▸ What is expected:
In the listing beneath this line, copy exactly the lines starting with the one containing "Parse the picture: labels, road" and going on through the one containing "Transcribe the names and structure of this".

□ □ □ □

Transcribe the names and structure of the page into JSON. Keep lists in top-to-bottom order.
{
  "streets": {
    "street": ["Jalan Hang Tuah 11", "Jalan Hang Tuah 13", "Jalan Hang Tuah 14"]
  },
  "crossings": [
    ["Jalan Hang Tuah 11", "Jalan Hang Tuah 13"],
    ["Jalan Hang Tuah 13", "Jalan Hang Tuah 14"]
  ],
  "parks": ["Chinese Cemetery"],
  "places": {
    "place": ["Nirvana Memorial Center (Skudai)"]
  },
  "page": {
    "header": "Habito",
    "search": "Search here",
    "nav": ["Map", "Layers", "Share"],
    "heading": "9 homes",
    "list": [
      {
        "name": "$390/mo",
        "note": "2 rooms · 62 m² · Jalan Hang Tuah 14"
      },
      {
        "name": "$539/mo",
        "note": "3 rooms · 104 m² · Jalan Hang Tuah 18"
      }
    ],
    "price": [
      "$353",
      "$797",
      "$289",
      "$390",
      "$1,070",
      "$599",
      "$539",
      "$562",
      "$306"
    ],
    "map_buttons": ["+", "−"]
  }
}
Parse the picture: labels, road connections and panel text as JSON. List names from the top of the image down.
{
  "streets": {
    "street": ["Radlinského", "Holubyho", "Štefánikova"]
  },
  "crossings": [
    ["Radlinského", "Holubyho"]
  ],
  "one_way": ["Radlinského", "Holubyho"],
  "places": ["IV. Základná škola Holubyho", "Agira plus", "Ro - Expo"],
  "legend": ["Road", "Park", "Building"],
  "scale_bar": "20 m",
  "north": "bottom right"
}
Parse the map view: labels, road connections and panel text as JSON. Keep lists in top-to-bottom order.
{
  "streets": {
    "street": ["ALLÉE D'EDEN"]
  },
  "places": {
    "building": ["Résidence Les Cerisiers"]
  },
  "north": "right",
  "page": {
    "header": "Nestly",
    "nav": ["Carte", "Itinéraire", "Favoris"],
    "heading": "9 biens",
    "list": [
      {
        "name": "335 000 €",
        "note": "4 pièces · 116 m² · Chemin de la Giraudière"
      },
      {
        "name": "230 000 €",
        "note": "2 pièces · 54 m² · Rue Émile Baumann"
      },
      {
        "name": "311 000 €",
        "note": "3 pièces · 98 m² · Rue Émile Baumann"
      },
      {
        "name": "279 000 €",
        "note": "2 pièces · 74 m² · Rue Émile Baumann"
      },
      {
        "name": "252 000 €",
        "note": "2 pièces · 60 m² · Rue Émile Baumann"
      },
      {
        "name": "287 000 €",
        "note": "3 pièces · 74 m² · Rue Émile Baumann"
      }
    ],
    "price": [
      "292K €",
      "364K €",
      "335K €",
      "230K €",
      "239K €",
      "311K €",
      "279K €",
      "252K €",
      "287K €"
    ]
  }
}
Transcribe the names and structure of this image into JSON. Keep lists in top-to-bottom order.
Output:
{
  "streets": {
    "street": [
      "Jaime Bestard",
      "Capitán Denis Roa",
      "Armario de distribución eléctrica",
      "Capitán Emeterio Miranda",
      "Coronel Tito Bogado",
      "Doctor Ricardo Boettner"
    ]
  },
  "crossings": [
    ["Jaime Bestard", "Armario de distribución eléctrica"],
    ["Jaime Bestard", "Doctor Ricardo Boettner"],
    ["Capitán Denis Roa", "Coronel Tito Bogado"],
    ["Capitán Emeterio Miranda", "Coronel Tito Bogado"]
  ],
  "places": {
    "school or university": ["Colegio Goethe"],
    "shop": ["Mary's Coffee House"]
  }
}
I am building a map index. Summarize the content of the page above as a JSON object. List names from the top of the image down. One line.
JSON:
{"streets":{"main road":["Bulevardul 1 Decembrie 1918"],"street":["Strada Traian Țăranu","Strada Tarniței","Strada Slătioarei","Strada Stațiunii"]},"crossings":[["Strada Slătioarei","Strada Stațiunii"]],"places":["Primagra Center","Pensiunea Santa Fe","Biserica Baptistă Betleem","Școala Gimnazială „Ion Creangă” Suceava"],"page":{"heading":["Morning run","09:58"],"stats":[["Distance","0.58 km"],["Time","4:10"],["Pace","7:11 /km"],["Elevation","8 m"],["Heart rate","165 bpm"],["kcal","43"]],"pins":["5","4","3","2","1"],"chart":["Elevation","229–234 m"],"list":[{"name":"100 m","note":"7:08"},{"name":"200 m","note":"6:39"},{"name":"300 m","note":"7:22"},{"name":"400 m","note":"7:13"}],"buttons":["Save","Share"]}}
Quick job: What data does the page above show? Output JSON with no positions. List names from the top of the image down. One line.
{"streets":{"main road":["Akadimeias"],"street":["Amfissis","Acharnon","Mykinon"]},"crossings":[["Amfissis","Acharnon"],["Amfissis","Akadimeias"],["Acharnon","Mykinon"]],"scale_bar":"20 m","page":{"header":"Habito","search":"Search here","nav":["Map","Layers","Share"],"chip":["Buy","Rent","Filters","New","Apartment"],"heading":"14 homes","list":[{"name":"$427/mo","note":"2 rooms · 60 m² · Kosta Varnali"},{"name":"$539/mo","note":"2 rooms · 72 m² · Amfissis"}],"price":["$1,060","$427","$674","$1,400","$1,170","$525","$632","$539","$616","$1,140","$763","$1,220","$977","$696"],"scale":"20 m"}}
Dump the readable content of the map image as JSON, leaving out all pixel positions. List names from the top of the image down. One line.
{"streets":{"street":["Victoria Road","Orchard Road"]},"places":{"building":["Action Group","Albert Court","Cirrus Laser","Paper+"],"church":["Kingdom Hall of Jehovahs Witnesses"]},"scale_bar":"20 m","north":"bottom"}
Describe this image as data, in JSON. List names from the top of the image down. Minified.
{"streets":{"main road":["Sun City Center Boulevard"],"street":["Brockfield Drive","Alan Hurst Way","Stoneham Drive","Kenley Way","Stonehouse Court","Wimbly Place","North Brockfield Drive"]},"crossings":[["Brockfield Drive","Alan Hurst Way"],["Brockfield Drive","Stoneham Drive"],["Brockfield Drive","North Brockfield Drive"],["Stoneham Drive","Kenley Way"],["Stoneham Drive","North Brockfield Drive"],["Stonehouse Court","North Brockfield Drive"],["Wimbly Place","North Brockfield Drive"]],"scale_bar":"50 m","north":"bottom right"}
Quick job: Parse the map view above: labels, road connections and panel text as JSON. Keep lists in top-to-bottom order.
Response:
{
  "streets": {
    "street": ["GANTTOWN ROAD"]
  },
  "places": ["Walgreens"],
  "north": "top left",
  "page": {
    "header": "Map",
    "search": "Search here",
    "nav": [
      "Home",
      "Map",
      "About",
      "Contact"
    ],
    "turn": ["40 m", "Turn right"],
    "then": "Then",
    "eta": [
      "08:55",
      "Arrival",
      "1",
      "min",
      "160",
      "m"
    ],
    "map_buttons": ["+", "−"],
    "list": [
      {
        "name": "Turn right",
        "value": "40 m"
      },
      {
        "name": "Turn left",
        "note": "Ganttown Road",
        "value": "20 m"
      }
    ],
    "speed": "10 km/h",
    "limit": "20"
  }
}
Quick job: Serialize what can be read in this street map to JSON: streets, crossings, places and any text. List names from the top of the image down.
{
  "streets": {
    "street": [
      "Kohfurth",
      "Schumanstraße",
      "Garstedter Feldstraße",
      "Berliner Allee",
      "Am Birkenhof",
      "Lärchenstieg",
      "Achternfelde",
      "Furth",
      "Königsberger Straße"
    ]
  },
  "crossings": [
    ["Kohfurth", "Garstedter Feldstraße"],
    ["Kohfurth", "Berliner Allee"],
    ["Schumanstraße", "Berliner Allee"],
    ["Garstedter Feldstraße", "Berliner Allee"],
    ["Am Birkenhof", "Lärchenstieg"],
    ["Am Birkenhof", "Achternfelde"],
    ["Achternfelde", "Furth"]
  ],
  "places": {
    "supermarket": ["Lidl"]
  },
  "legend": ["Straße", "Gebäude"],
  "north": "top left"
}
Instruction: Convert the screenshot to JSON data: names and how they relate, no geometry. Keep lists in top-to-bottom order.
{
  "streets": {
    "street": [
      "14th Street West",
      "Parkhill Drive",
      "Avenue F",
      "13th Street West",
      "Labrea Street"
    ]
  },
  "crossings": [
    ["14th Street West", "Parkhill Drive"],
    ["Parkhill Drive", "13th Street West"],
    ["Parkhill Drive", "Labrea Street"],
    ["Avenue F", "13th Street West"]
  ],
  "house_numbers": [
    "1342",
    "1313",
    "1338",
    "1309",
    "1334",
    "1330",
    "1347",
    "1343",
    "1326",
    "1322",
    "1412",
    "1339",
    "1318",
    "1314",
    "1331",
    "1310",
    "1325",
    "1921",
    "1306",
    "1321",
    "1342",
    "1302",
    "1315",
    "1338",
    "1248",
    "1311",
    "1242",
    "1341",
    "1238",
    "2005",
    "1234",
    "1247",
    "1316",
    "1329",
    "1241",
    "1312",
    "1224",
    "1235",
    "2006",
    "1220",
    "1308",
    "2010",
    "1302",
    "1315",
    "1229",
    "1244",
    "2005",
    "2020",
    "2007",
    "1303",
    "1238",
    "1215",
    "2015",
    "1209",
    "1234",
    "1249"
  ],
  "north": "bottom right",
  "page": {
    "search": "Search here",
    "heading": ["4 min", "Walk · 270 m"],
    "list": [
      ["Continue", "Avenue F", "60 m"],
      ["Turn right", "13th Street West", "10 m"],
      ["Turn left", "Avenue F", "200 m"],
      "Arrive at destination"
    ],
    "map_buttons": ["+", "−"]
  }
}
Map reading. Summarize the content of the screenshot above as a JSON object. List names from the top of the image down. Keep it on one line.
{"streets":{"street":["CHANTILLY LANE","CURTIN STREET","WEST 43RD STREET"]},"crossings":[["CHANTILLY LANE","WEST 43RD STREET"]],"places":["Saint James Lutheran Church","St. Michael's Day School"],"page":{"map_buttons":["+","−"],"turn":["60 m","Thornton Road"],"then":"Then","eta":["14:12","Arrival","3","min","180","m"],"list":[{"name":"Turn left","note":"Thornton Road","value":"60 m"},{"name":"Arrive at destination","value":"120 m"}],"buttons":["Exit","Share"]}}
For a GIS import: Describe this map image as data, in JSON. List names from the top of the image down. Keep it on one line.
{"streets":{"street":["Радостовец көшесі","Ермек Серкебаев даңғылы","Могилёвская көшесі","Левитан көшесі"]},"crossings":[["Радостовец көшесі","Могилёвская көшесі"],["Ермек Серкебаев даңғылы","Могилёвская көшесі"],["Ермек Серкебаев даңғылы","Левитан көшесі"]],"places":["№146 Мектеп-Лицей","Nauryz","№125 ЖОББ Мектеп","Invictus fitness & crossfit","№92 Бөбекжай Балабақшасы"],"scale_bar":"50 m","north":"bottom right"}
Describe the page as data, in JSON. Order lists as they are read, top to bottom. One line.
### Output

□ □ □ □

▸ Result for this task:
Parse the picture: labels, road connections and panel text as JSON. List names from the top of the image down.
{
  "streets": {
    "street": ["Radlinského", "Holubyho", "Štefánikova"]
  },
  "crossings": [
    ["Radlinského", "Holubyho"]
  ],
  "one_way": ["Radlinského", "Holubyho"],
  "places": ["IV. Základná škola Holubyho", "Agira plus", "Ro - Expo"],
  "legend": ["Road", "Park", "Building"],
  "scale_bar": "20 m",
  "north": "bottom right"
}
Parse the map view: labels, road connections and panel text as JSON. Keep lists in top-to-bottom order.
{
  "streets": {
    "street": ["ALLÉE D'EDEN"]
  },
  "places": {
    "building": ["Résidence Les Cerisiers"]
  },
  "north": "right",
  "page": {
    "header": "Nestly",
    "nav": ["Carte", "Itinéraire", "Favoris"],
    "heading": "9 biens",
    "list": [
      {
        "name": "335 000 €",
        "note": "4 pièces · 116 m² · Chemin de la Giraudière"
      },
      {
        "name": "230 000 €",
        "note": "2 pièces · 54 m² · Rue Émile Baumann"
      },
      {
        "name": "311 000 €",
        "note": "3 pièces · 98 m² · Rue Émile Baumann"
      },
      {
        "name": "279 000 €",
        "note": "2 pièces · 74 m² · Rue Émile Baumann"
      },
      {
        "name": "252 000 €",
        "note": "2 pièces · 60 m² · Rue Émile Baumann"
      },
      {
        "name": "287 000 €",
        "note": "3 pièces · 74 m² · Rue Émile Baumann"
      }
    ],
    "price": [
      "292K €",
      "364K €",
      "335K €",
      "230K €",
      "239K €",
      "311K €",
      "279K €",
      "252K €",
      "287K €"
    ]
  }
}
Transcribe the names and structure of this image into JSON. Keep lists in top-to-bottom order.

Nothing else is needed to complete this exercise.